Наконец — он решился. Несколько раз проходя мимо ряда контейнеров, он заметил у одного торговца странный орнамент на рубахе вполне европейского вида. Увидел он и то, что к торговцу подошел только один человек — и тот был белый, черные проходили мимо. Торговец был молодым и выглядел еще тем типом — хитрым, прожженным, таким, торгуясь с которым, нужно придерживать карман.
Когда Паломник остановился у его товара, на мгновение, не проявляя излишнего интереса, торговец вскочил на ноги. Покупателя здесь моментально брали в оборот.
— Ваан ку фарах санахау ла кулан каага, — изысканно поздоровался на сомалике торговец и тут же перешел на местный амхари: — Селам нех вей, рас.

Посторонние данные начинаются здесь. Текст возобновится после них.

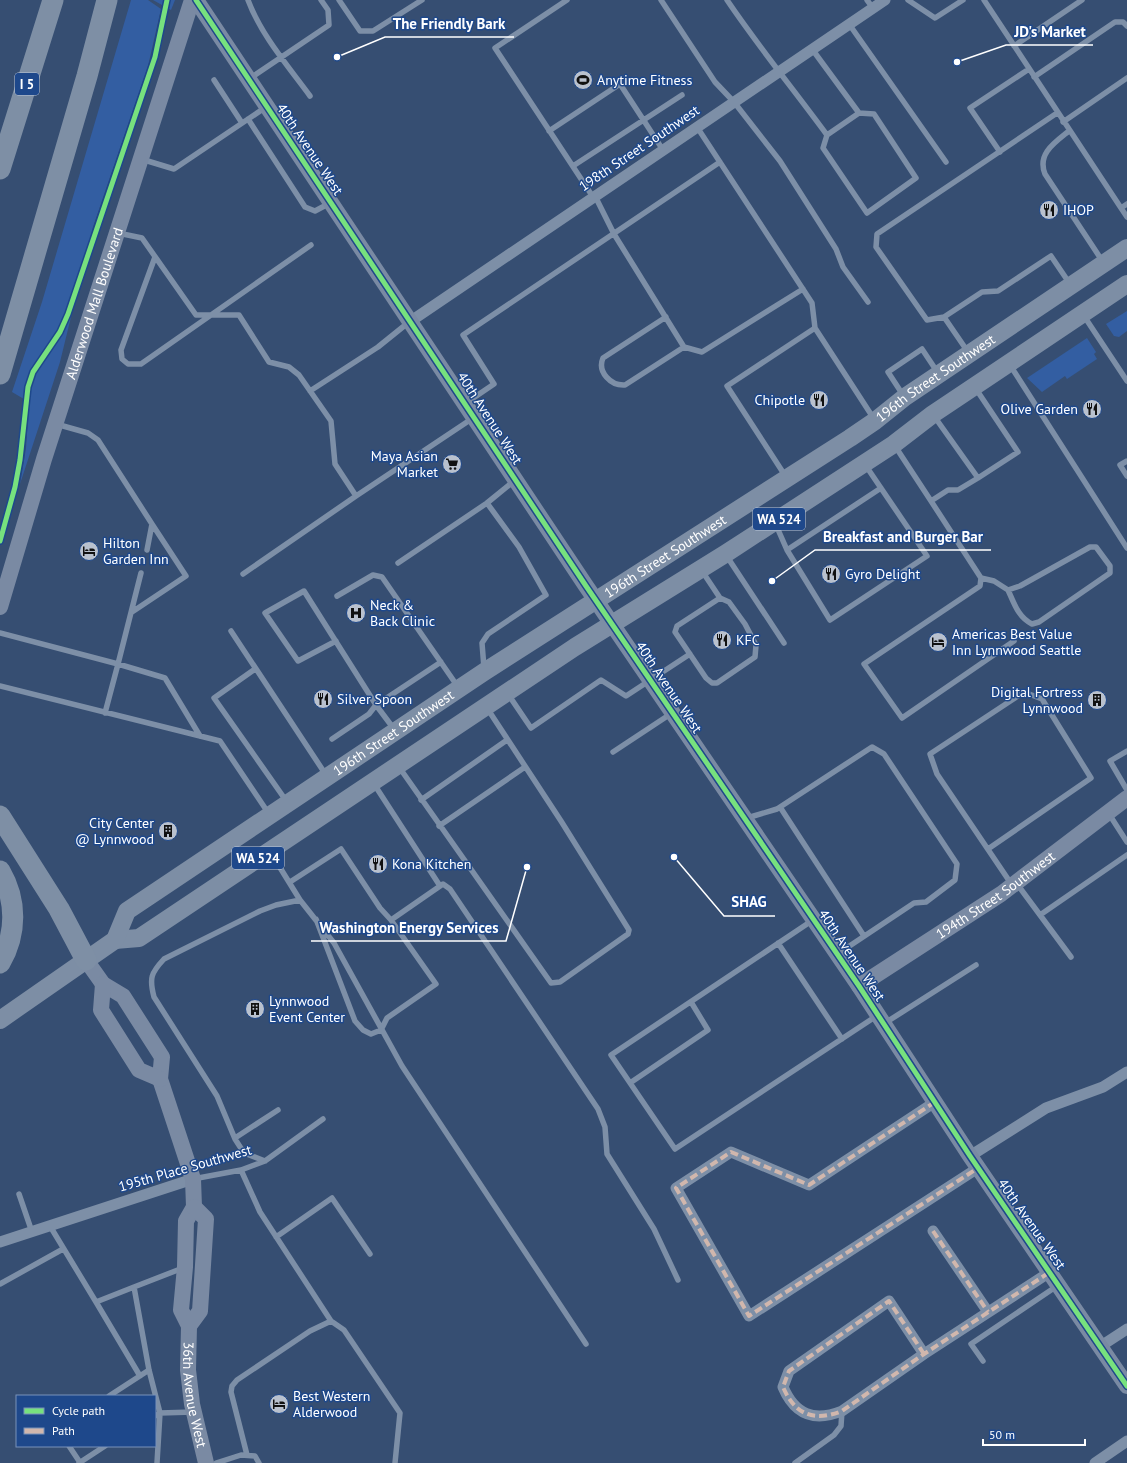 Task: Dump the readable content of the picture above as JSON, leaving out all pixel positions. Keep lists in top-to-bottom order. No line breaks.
{"streets":{"highway":["I 5"],"main road":["196th Street Southwest","WA 524"],"street":["198th Street Southwest","40th Avenue West","Alderwood Mall Boulevard","194th Street Southwest","195th Place Southwest","36th Avenue West"]},"crossings":[["198th Street Southwest","40th Avenue West"],["40th Avenue West","196th Street Southwest"],["40th Avenue West","194th Street Southwest"],["196th Street Southwest","36th Avenue West"],["195th Place Southwest","36th Avenue West"]],"places":{"other":["The Friendly Bark","JD's Market","Breakfast and Burger Bar","SHAG","Washington Energy Services"],"sports":["Anytime Fitness"],"restaurant":["IHOP","Chipotle","Olive Garden","Gyro Delight","KFC","Silver Spoon","Kona Kitchen"],"supermarket":["Maya Asian Market"],"hotel":["Hilton Garden Inn","Americas Best Value Inn Lynnwood Seattle","Best Western Alderwood"],"hospital":["Neck & Back Clinic"],"building":["Digital Fortress Lynnwood","City Center @ Lynnwood","Lynnwood Event Center"]},"legend":["Cycle path","Path"],"scale_bar":"50 m"}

— Фил ифтин ва со дой бандуки [64]. — Паломник замер на мгновение и, как прыгун в воду с двенадцатиметрового трамплина, спросил: — Парлато итальяно?
— Си, си, синьор. — Торговец понизил голос, чтобы не было так слышно, итальянская речь здесь могла довести до беды: — Зайдемте сюда.

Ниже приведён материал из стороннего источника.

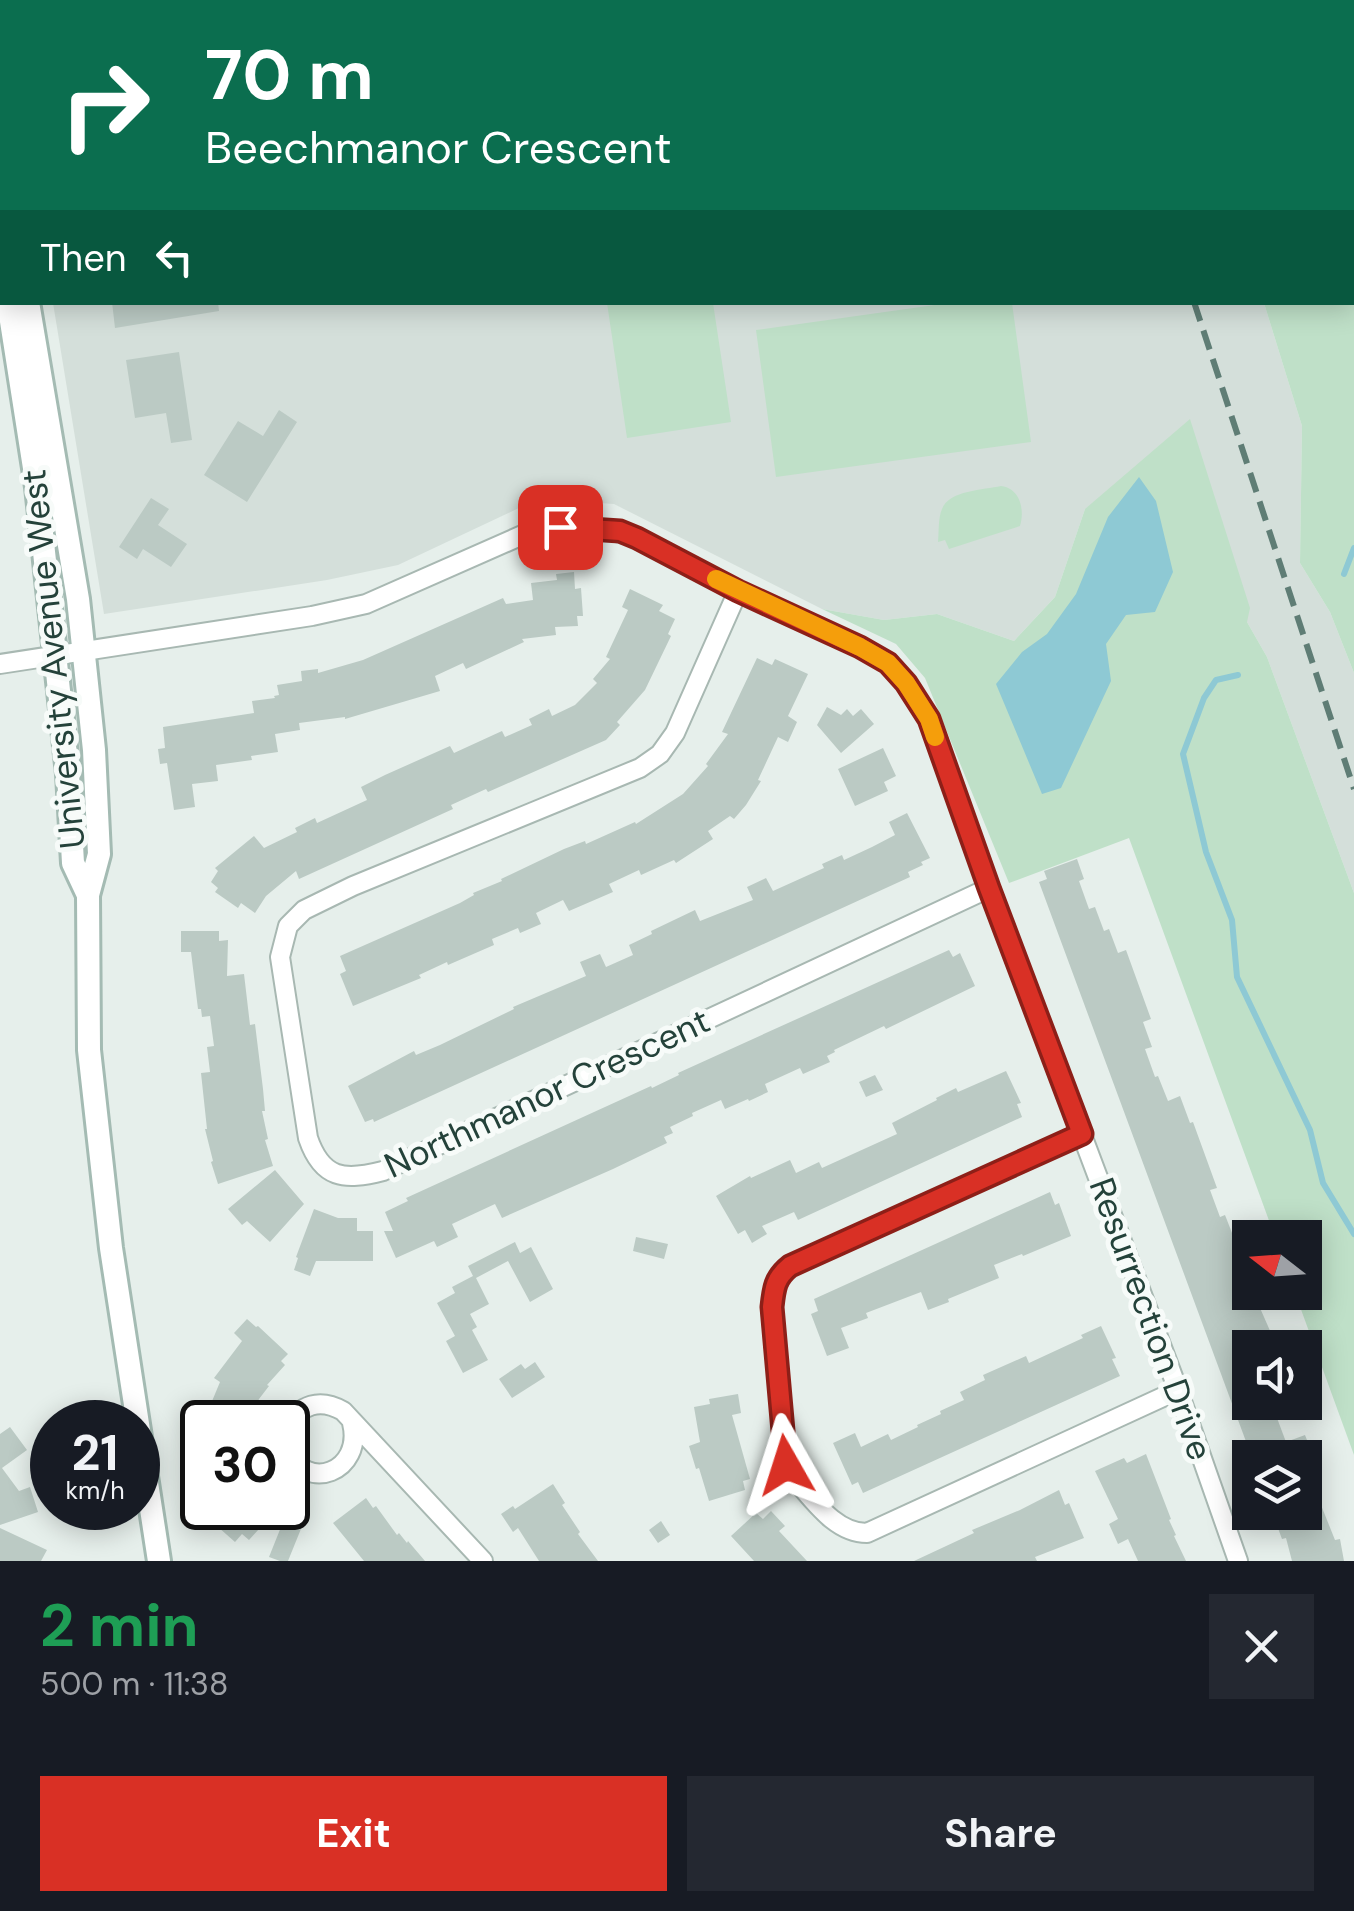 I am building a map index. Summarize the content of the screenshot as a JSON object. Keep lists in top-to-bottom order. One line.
{"streets":{"main road":["University Avenue West"],"street":["Northmanor Crescent","Resurrection Drive"]},"crossings":[["University Avenue West","Resurrection Drive"],["Northmanor Crescent","Resurrection Drive"]],"north":"left","page":{"turn":["70 m","Beechmanor Crescent"],"then":"Then","speed":"21 km/h","limit":"30","heading":["2 min","500 m · 11:38"],"buttons":["Exit","Share"]}}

Они зашли в контейнер, где обычно заключались оптовые сделки и сделки на продажу того, чем торговать было нельзя, например, гранатометов и пущенных налево со складов снарядов, чтобы делать фугасы. В тесном и душном, раскаленном под солнцем контейнере можно было расстаться не только с кошельком, но и с жизнью, но иного выхода у Паломника не было.
Звериным чутьем он понял, что в контейнере, кроме него и этого торговца, никого нет — иначе бы он услышал дыхание. Пальцы привычно коснулись спрятанного в рукаве небольшого скелетного ножа.
— Как ты поживаешь, итальянец? — начал торговец привычное. — Здорова ли твоя семья?
— У меня нет на это времени, — отрезал Паломник.
— Нет времени, нет времени. Вы… итальянцы… германцы… все время торопитесь. Может — и на тот свет.
— Мне надо купить, — нажал итальянец. — Если у тебя нет, я пойду к другому.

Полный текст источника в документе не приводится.